Bank Failures Bring FDIC to the Rescue
A well-funded independent agency is tasked with protecting depositors should US banks collapse
They are perhaps the two most feared words for regulators of the financial industry: Bank run.
And that is what happened last week when depositors, during a single day, withdrew $42 billion from California-based Silicon Valley Bank (SVB), leaving it with a negative cash balance of a billion dollars.
“This was the first Twitter-fueled bank run,” is how Republican Representative Patrick McHenry, chair of the House Financial Services Committee, described the tsunami of withdrawals.
Depositors and others began speculating on social media about the bank’s health after CEO Greg Becker sent a letter to shareholders on March 8, revealing a loss of $1.8 billion on the sales of U.S. treasuries [debt obligations issued by the government to raise cash] and mortgage-backed securities. Becker outlined his quest to find more than $2 billion to stabilize the bank.
The letter was the catalyst for the second-largest failure of a financial institution in U.S. history and the first such collapse since an economic recession in the country 15 years ago.
As SVB was sinking, regulators in the state of New York suddenly shut down Signature Bank, known as friendly to the unstable cryptocurrency industry, after panic withdrawals there totaling $10 billion brought it to the brink of insolvency.
Some of Signature Bank’s biggest customers were the top crypto exchanges, which individually had hundreds of millions of dollars in deposits.
The bank runs threatened to expand, with individuals across the country whose deposits were more typically in the thousands of dollars and not millions of dollars wondering if their money was safe. Regional banks were especially vulnerable as their stock prices plummeted.
“If the damage had spread across our financial system, the deposits and savings of tens of millions of families and small businesses could have been at serious risk,” Majority Leader Chuck Schumer said on the Senate floor Tuesday.
The government corporation Federal Deposit Insurance Corporation (FDIC) stepped in with unprecedented action.
Most bank customers know the FDIC from its logo displayed at branches with the written assurance: “Each depositor insured to at least $250,000.” Such a limit is likely to cover the potential losses of most individual depositors in America, but Silicon Valley Bank’s well-heeled customers were high-tech startups and entrepreneurs with far larger deposits.
The FDIC decided that the customers of SVB and Signature would be made whole, no matter how much money they had in either of those banks. This restored consumer confidence, and there have been no additional runs on American banks. But the decision was perceived by some as a bailout for the wealthy.
“No losses will be borne by the taxpayers,” President Joe Biden said on Monday.
That is technically correct, as the FDIC is cashing out depositors from a pool of money that all insured banks are required to pay into. But “it is most definitely a bailout,” said Thomas Hoenig, distinguished senior fellow at George Mason University’s Mercatus Center and a former vice chairman of the FDIC.
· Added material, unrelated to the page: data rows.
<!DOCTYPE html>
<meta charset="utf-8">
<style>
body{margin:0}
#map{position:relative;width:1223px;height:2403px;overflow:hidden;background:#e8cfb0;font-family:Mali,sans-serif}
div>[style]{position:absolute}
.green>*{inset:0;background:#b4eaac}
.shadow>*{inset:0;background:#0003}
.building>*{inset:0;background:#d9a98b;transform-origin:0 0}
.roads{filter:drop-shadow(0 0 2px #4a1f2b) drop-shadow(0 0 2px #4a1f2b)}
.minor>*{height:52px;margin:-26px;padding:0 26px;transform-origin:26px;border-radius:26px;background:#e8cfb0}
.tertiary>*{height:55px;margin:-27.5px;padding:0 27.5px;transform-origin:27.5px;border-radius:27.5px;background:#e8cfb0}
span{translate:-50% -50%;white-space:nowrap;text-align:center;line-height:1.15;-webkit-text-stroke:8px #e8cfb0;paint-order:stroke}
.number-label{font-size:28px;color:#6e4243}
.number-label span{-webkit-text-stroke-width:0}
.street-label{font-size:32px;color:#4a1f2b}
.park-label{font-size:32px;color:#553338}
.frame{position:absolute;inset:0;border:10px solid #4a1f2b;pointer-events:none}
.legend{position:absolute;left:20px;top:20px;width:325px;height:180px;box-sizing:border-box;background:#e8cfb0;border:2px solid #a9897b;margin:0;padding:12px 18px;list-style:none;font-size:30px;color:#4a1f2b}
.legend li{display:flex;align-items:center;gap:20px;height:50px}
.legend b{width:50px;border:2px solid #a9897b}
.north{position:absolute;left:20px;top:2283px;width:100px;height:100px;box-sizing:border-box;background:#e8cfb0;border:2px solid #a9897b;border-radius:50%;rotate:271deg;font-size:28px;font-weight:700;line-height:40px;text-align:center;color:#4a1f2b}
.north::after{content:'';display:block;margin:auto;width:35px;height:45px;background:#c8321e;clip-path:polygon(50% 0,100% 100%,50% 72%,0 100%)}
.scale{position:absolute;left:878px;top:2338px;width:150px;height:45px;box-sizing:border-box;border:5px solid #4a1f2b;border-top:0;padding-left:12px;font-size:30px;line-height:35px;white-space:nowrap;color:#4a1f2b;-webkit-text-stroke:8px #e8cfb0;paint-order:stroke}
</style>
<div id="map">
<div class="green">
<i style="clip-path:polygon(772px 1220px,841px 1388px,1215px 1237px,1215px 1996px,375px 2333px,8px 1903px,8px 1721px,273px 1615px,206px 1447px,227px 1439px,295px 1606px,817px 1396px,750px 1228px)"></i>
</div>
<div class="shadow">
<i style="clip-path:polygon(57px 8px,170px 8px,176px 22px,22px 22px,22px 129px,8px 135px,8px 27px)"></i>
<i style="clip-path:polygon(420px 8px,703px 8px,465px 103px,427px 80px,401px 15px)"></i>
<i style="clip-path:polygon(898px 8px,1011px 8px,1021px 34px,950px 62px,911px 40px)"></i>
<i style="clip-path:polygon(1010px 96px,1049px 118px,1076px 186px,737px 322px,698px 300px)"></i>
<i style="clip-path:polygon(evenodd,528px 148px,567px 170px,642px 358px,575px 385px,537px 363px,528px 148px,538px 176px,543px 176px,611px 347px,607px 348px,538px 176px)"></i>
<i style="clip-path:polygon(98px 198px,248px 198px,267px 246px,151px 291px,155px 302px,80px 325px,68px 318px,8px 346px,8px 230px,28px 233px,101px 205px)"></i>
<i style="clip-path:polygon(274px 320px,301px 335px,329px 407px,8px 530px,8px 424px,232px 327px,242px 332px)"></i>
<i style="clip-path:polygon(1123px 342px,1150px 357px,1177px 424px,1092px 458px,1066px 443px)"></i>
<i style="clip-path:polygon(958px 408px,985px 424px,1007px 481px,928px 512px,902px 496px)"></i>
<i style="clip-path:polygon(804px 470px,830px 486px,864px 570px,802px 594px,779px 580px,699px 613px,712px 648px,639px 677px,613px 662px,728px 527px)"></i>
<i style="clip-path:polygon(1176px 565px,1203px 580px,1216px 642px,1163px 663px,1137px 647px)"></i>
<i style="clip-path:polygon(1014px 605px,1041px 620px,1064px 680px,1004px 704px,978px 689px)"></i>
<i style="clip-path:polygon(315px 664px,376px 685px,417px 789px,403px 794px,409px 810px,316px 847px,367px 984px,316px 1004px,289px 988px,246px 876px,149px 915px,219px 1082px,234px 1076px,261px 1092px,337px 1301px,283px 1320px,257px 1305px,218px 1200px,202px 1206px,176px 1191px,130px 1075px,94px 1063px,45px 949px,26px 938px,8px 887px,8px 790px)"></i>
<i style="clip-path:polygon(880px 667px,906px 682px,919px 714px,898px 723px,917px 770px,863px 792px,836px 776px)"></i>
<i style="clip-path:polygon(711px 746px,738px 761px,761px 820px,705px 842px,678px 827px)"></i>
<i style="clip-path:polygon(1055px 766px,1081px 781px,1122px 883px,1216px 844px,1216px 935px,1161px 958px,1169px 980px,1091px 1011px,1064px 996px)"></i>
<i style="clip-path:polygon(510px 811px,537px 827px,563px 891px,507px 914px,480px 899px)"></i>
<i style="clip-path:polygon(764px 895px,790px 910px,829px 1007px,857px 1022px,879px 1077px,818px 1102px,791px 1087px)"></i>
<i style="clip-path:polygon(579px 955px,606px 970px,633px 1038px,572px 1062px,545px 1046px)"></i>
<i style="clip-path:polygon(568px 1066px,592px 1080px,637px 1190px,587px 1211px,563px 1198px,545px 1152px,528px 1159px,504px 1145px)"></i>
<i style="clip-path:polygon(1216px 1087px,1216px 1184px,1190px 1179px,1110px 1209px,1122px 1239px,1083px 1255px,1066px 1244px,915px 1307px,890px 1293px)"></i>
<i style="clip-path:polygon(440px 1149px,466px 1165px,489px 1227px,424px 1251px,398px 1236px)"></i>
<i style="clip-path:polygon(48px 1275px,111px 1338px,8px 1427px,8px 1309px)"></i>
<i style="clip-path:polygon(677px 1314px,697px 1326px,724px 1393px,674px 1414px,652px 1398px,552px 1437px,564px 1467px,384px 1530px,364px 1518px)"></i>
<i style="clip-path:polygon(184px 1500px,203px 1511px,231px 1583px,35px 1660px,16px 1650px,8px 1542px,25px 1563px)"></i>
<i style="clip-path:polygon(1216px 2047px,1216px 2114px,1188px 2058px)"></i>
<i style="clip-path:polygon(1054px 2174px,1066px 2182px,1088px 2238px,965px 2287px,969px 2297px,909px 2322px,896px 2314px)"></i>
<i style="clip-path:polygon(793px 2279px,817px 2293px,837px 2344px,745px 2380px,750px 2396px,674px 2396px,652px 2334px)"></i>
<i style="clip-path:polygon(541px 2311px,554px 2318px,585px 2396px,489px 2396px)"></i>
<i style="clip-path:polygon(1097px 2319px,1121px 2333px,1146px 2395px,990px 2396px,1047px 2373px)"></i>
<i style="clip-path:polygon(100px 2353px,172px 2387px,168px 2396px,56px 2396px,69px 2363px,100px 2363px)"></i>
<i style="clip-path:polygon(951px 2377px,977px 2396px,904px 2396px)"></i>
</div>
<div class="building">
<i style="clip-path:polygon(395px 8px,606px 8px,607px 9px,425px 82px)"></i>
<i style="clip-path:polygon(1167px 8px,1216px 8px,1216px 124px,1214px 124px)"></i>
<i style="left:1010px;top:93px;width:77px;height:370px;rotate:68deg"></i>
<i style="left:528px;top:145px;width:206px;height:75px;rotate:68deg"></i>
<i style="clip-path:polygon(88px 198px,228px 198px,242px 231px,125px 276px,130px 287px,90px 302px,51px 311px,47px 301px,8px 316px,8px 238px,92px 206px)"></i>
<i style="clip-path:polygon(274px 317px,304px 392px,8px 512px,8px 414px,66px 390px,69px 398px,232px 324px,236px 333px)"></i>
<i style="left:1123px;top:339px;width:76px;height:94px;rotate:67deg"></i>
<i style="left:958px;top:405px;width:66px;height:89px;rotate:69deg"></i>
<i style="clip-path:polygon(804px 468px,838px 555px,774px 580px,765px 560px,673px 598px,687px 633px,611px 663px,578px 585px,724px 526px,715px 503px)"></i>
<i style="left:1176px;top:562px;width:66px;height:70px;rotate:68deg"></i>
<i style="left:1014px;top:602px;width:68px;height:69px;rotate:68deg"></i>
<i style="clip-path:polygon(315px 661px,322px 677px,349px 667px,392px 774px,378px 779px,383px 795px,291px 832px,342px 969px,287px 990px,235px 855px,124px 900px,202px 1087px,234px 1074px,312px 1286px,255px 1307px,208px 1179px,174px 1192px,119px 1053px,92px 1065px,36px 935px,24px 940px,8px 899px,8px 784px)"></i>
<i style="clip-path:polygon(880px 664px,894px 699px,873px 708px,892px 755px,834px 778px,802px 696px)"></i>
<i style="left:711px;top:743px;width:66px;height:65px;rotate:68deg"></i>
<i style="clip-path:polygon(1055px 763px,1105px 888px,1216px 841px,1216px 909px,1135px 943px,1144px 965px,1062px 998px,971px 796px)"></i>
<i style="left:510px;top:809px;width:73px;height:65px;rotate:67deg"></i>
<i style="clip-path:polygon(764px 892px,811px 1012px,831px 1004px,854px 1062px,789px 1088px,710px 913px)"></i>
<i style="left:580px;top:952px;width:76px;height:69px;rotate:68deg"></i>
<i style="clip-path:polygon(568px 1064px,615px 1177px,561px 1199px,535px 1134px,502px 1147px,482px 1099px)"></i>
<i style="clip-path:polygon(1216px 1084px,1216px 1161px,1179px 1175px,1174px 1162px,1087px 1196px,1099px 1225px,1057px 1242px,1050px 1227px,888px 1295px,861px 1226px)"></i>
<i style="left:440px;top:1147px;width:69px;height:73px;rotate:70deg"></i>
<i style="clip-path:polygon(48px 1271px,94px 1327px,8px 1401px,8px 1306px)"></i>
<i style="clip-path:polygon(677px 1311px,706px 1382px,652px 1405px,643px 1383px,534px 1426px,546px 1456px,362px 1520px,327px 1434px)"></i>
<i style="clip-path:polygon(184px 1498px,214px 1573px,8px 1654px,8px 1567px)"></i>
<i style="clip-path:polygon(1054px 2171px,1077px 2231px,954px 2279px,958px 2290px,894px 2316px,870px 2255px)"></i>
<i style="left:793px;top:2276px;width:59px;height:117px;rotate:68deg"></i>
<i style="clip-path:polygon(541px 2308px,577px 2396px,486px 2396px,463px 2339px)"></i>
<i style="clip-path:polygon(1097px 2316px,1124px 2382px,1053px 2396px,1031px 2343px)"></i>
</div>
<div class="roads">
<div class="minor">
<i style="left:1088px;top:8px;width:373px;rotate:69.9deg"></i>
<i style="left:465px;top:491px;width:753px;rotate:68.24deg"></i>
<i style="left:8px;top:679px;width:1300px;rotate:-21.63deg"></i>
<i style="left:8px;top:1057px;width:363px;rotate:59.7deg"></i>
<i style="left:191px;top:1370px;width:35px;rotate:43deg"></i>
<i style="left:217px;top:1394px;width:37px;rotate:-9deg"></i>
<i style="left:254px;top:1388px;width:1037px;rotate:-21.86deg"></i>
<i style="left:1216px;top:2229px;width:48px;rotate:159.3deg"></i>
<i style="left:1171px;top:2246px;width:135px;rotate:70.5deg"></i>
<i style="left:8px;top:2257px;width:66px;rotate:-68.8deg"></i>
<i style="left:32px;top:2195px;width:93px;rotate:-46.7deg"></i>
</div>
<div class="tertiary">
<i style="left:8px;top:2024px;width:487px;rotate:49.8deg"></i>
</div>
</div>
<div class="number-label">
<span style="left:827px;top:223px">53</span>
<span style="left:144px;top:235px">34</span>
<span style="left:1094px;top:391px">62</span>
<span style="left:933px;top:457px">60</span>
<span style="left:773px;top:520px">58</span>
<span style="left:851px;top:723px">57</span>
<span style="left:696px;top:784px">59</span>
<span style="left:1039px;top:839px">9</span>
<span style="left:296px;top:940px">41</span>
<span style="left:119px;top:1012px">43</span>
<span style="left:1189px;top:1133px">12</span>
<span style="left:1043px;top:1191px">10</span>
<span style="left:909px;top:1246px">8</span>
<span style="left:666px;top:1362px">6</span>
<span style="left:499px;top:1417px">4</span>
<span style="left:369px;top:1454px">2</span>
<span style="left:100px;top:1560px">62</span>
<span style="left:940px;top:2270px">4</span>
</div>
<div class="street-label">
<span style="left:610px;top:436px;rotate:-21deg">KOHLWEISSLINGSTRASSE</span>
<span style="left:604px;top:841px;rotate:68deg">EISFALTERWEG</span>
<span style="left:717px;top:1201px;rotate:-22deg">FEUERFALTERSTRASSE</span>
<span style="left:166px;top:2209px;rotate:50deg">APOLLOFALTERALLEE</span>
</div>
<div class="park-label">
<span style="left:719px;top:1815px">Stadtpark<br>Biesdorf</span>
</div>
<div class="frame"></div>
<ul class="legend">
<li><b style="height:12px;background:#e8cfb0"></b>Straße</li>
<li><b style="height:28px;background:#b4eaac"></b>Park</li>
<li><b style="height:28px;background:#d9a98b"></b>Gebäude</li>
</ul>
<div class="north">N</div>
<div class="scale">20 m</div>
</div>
“This is where the market discipline breaks down,” Hoenig said.
On its website, the FDIC touts its track record: “No depositor has ever lost a penny of insured deposits since the FDIC was created in 1933.”
The FDIC was formed as an independent agency during the Great Depression after a wave of bank runs led to the failure of thousands of financial institutions in the early 1930s, wiping out the savings of many Americans at a time of high unemployment.
“The FDIC was considered pretty radical at the time,” Hoenig told me on Tuesday evening. He noted that even President Franklin D. Roosevelt initially was uneasy about setting up a deposit insurance fund because of concern “about the moral hazard issue that people would not pay attention to what a bank was doing.”
A sister organization, the Federal Savings and Loan Insurance Corporation, was set up to protect depositors at non-commercial banks. The FSLIC and its parent agency, the Federal Home Loan Bank Board, eventually went bankrupt and were dissolved in 1989. The FDIC now is available to ensure those smaller thrift institutions, while the government-backed National Credit Union Administration, a successor to the Bureau of Federal Credit Unions, was established in 1970 to exclusively protect those depositors.
An FDIC bankruptcy “is always a possibility,” according to Hoenig. But the FDIC effectively has a line of credit from the U.S. Treasury it could access if there were to be massive bank failures and it ran out of money.
Right now, Hoenig noted, the FDIC has $100 billion in its fund. But that is against about $20 trillion in banking deposits. Hoenig cautions, “You really don’t want to be bailing out everyone every time, or you might as well just make these institutions public utilities.”